Passing a stan formula to brm() using cmdstanr as backend

I have a brms implementation of a weighted bayes model (integrating information from different sources) relying on a stan function, which runs without any issue using the default backend.
However, when I try to change backend to cmdstanr, I get an error: "Error in formula.default(object, env = baseenv()) : invalid formula.

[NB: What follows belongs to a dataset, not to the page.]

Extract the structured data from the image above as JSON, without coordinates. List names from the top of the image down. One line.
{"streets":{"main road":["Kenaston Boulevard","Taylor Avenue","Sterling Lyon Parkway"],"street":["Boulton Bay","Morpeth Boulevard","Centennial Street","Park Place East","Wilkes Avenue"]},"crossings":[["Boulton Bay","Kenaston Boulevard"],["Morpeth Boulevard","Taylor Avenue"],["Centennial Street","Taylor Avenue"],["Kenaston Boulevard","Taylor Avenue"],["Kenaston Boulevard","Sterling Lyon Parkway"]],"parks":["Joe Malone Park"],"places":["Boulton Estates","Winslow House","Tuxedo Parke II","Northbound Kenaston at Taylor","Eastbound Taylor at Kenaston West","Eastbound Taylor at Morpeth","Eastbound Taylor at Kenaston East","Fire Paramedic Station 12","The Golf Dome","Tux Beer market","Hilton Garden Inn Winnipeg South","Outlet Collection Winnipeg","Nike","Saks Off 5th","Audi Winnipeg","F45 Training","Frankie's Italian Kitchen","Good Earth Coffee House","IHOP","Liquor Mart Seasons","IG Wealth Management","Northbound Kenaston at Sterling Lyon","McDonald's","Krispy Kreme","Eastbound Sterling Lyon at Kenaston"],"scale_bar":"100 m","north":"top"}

Data: https://www.dropbox.com/s/nekgayjpugs8z51/d.csv?dl=0

library(brms)

F_stancode = "
real F(real a_raw, real L_raw, real w_raw) {
    real a;
    real L;
    real w;
    a = exp(a_raw);
    L = exp(L_raw * a);
    w = 0.5 + inv_logit(w_raw)/2;
    return log((w * L + 1 - w)./((1 - w) * L + w));
}
"

m_f <- bf(RedChoice ~ bias + 
                    F(0, lSelf, wSelf) + 
                    F(0, lOthers1, wOthers + bConfidence * Confidence1) + 
                    F(0, lOthers2, wOthers + bConfidence * Confidence2) + 
                    F(0, lOthers3, wOthers + bConfidence * Confidence3) + 
                    F(0, lOthers4, wOthers + bConfidence * Confidence4),
                wSelf + wOthers + bConfidence + bias ~ 1,
                nl = TRUE)

m_prior <- c(prior(normal(2,1), nlpar = "bConfidence"),
                   prior(normal(0,1), nlpar = "wSelf", coef = "Intercept"),
                   prior(normal(0,1), nlpar = "wOthers", coef = "Intercept"),
                   prior(normal(0,.1), nlpar = "bias"))

m <- brm(m_f,
                               d,
                               stan_funs = F_stancode,
                               prior = m_prior,
                               sample_prior = TRUE,
                               family = "bernoulli",
                               chains = 2, 
                               cores = 2,
                               #backend = "cmdstanr", # uncomment to see the error
                               #threads = threading(2),
                               control = list(adapt_delta = 0.99,
                                              max_treedepth=20))

The issue might be in me using stan_fun(), instead of stanvar(), but I get an error when trying to convert to stanvar() even when using the default rstan backend.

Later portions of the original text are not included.